For the timing, make this static hold last for 20-30 seconds. Anything under that and you're not getting the full visoelastic potential. This being the permanent length change resulting from stretching, i.e. your goal. So nothing under 20 seconds. And then anything over 30 seconds isn't accomplishing much. You pretty much get all the results you're going to from a single stretch within the first 30 seconds- so anything over that is somewhat of a waste of time.

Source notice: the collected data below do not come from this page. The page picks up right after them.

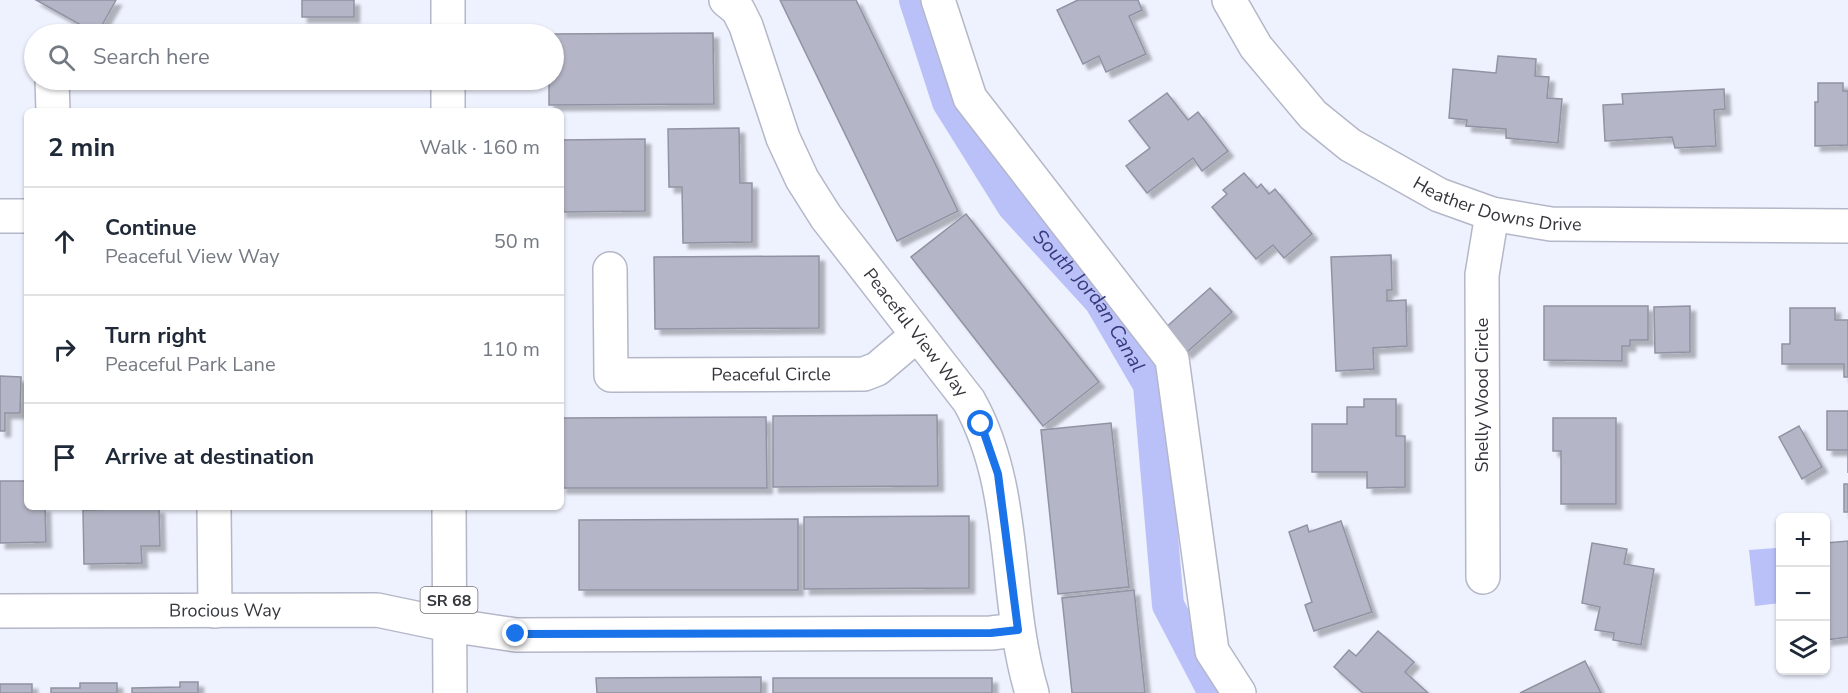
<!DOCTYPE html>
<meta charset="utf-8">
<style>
body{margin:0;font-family:"Nunito Sans",sans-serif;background:#f6f6f7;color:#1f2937}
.controls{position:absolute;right:18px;bottom:18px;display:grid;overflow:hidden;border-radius:9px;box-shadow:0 2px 4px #0004}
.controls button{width:54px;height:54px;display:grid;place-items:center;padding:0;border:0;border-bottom:2px solid #e0e1e3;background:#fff;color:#1f2937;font:30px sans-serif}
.stop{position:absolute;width:18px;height:18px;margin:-14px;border:4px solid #1a73e8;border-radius:50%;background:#fff}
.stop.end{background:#1a73e8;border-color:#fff;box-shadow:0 2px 6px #0008}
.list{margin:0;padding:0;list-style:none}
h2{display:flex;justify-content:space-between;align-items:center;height:78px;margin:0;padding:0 24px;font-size:26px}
h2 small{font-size:20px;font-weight:400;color:#747a83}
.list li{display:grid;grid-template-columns:39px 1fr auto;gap:18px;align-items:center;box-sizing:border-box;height:108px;padding:0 24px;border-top:2px solid #e0e1e3}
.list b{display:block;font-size:22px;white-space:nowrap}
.list p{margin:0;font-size:20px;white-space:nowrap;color:#747a83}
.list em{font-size:20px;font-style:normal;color:#747a83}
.icon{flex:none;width:33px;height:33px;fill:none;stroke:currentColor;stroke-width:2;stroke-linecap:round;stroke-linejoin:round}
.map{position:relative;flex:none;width:1848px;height:693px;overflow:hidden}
.search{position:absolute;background:#fff;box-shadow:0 2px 4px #0004;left:24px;top:24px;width:540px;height:66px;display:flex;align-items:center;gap:15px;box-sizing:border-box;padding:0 21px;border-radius:33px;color:#747a83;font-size:22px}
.panel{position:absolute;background:#fff;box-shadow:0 2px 4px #0004;left:24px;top:108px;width:540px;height:402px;border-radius:9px}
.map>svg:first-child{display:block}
</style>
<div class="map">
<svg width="1848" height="693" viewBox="0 0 1848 693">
<defs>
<filter id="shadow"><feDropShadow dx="5.5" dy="5.5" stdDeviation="1.5" flood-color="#0004"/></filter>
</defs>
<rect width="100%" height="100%" fill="#eef1fe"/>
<!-- water -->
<polygon fill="#bac1f9" points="1776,548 1780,603 1755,606 1749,550"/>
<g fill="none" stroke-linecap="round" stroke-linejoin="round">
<!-- canal -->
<path stroke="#bac1f9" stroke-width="32" id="s1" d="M915 0 948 102 1013 206 1100 301 1149 385 1168 605 1214 693"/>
</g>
<!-- building -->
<g fill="#b4b6c7" stroke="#9093a2" stroke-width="1.5" filter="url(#shadow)">
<polygon points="36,0 116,0 97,34"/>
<rect x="302" y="0" width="52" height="17"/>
<polygon points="780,0 856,0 958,211 897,241"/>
<polygon points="1078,0 1138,0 1142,10 1129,16 1146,54 1106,72 1099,56 1083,64 1057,10"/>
<polygon points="713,33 714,104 549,105 549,80 554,80 554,34 549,34"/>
<polygon points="1498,56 1536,59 1535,76 1549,77 1547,98 1562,99 1558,143 1506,138 1506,129 1466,126 1467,120 1449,118 1453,69 1496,73"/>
<polygon points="1818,83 1843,83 1843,91 1848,91 1848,145 1815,146 1815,102 1818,102"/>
<polygon points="1724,89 1725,109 1714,110 1716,146 1675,148 1672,137 1605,141 1603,105 1623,104 1622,94"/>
<polygon points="1167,93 1188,120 1198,112 1228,151 1202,171 1193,158 1147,193 1126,166 1150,148 1129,121"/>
<polygon points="739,128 740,183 752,183 752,242 683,243 682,187 669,187 668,129"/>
<polygon points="645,139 645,211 561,212 561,140"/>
<polygon points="1244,173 1257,188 1261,184 1269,194 1275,189 1312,234 1284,258 1273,245 1256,259 1212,207 1227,194 1223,190"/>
<polygon points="966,214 1099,382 1043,426 911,257"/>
<polygon points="1391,255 1392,290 1387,290 1387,301 1406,300 1407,346 1373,348 1374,369 1336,371 1331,257"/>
<polygon points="819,256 819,328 655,329 654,257"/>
<polygon points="1210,288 1232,312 1186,353 1164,329"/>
<polygon points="1544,306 1648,306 1648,340 1630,340 1630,346 1622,346 1622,361 1544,360"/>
<polygon points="1690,306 1690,352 1655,353 1654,307"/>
<polygon points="1790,308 1835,308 1835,320 1848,320 1848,377 1844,377 1844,364 1782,364 1782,344 1790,344"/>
<polygon points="0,376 21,377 20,413 5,413 5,431 0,431"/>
<polygon points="1364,399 1396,399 1396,436 1405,436 1405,487 1367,488 1367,472 1312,472 1312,424 1347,424 1347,407 1364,407"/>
<polygon points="1827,411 1848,411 1848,473 1848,450 1827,450"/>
<polygon points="937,415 938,486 773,487 773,416"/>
<polygon points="766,417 767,488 561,488 561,418"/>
<polygon points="1553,418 1616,418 1616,504 1561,504 1561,451 1553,451"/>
<polygon points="1111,423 1129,587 1058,594 1041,430"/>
<polygon points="1799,426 1822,467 1802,479 1779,437"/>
<polygon points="0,481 27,481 27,507 45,507 46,542 0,543"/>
<rect x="1844" y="484" width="4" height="28"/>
<polygon points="159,508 160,546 141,546 142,563 84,564 83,510"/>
<polygon points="969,516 969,588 804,589 804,517"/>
<polygon points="798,519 798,590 579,590 579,520"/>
<polygon points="1341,521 1372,612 1314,631 1305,605 1312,602 1289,532 1307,525 1309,532"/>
<polygon points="1848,541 1848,637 1826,640 1826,543"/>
<polygon points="1592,543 1627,549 1624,564 1654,569 1641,645 1613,640 1614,633 1595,630 1600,607 1582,603"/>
<polygon points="1134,590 1145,693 1072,693 1062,598"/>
<polygon points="1378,631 1414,662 1405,672 1428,693 1363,693 1334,667 1349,650 1356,656"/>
<polygon points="1585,661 1601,693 1520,693"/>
<polygon points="761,677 761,693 597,693 596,678"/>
<rect x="773" y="678" width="219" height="15"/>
<polygon points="180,682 198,682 198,693 132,693 132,688 180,687"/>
<polygon points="80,683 117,683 117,693 51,693 51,688 80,688"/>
<rect x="0" y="684" width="32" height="9"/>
</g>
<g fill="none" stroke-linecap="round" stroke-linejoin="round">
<!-- minor casing -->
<g stroke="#b4b7c7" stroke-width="36">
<g id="minor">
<path id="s2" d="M726 0 738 10 746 26 783 138 802 179 826 217 969 401C1019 490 1003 597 1032 693"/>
<polyline points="938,0 970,98 1172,359 1212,651 1239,693"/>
<path id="s3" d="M1229 0 1256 47 1313 115 1350 145 1439 195 1492 214 1551 224 1848 226"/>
<polyline points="52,80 53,111"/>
<polyline points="0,216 27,216"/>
<path id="s4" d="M610 269 611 375 864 374 877 369 917 335"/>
<polyline points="214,507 215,611"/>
<polyline points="1483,577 1482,275 1492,214"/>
<path id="s5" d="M0 611 377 610 449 625 516 635 991 633 1018 630"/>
</g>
</g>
<!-- major casing -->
<g stroke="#b4b7c7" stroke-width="36">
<g id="major">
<polyline points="448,0 448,34"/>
<polyline points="448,80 448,111"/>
<polyline points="449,507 450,693"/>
</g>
</g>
<!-- minor -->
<use href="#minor" stroke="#fff" stroke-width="33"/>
<!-- major -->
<use href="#major" stroke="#fff" stroke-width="33"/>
</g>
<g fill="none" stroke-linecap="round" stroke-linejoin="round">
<!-- route -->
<polyline stroke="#1a73e8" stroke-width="8" points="516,634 991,633 1018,630 998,474 981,424"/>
</g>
<g text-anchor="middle" stroke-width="4.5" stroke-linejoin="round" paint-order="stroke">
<!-- shield labels -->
<rect fill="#fff" stroke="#727276" stroke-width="1.5" x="420.5" y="587" width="57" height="26" rx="4.5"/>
<g font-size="16" font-weight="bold" fill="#35363c">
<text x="449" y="606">SR 68</text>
</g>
<!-- street labels -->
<g font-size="18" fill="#35363c" stroke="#fff">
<text dy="6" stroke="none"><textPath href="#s3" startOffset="352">Heather Downs Drive</textPath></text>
<text dy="6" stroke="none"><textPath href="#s2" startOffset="388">Peaceful View Way</textPath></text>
<text dy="6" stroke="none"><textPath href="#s4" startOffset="266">Peaceful Circle</textPath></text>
<text transform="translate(1482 395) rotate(-90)" y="6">Shelly Wood Circle</text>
<text dy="6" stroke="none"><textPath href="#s5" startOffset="225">Brocious Way</textPath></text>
</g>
<!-- water labels -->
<g font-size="20" font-style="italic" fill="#37397b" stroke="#fff">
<text dy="7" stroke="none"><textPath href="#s1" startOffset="352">South Jordan Canal</textPath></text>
</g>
</g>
</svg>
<div class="controls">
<button>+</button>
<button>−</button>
<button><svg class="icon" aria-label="layers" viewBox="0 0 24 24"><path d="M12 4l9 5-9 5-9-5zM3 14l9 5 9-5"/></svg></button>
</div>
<div class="stop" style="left:981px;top:424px"></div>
<div class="stop end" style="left:516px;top:634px"></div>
<div class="search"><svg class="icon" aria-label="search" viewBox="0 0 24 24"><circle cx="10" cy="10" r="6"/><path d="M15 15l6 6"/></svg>Search here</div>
<section class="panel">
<h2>2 min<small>Walk · 160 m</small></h2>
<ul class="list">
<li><svg class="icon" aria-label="ahead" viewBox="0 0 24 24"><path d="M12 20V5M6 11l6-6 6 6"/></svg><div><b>Continue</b><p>Peaceful View Way</p></div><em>50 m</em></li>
<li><svg class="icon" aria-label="right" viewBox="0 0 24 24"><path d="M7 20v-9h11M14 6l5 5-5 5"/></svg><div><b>Turn right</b><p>Peaceful Park Lane</p></div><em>110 m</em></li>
<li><svg class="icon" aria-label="arrive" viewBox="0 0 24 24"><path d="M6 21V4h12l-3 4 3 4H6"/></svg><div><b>Arrive at destination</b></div></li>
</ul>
</section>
</div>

As far as when you should be stretching, make it after your workouts. Not before. People suggest that your risk of injury is lessened by stretching before. No. No it's not. However, if you stretch before, your max force production goes down (i.e. your strength) primarily because of the whole passive tension muscle spindle thing, but nerve activity can play in too. Point being you become temporarily less strong after stretching. And this is on top of the fact that it doesn't do you any good to stretch before. Not just on the injury-prevention side of things, but also, the visoelastic effects won't really happen. You want the muscles to have been used first. This warms them up and allows for a little more elasticity, so you can stretch them further, and then get the results of that. If you can't work-out first, contracting them on and off for a minute first or putting a heat-pad on them will help warm them up too. Of course if you ice the muscle, you slow down nerve conduction velocity, so you get less resistance and pain from the stretch on grounds of nerve activity. So technically an iced muscle can stretch pretty well too. But cold muscles strain easier, and heat tends to be more comfortable than ice, so sticking with heat is your best plan.
Regarding the frequency of your stretching, three to seven days per week. That's your range. So if you're looking to do the absolute minimum amount of stretching necessary to be a human being, it's this: two 20-30 second stretches on each hamstring, three days per week. Any more than that is unnecessarily good for you.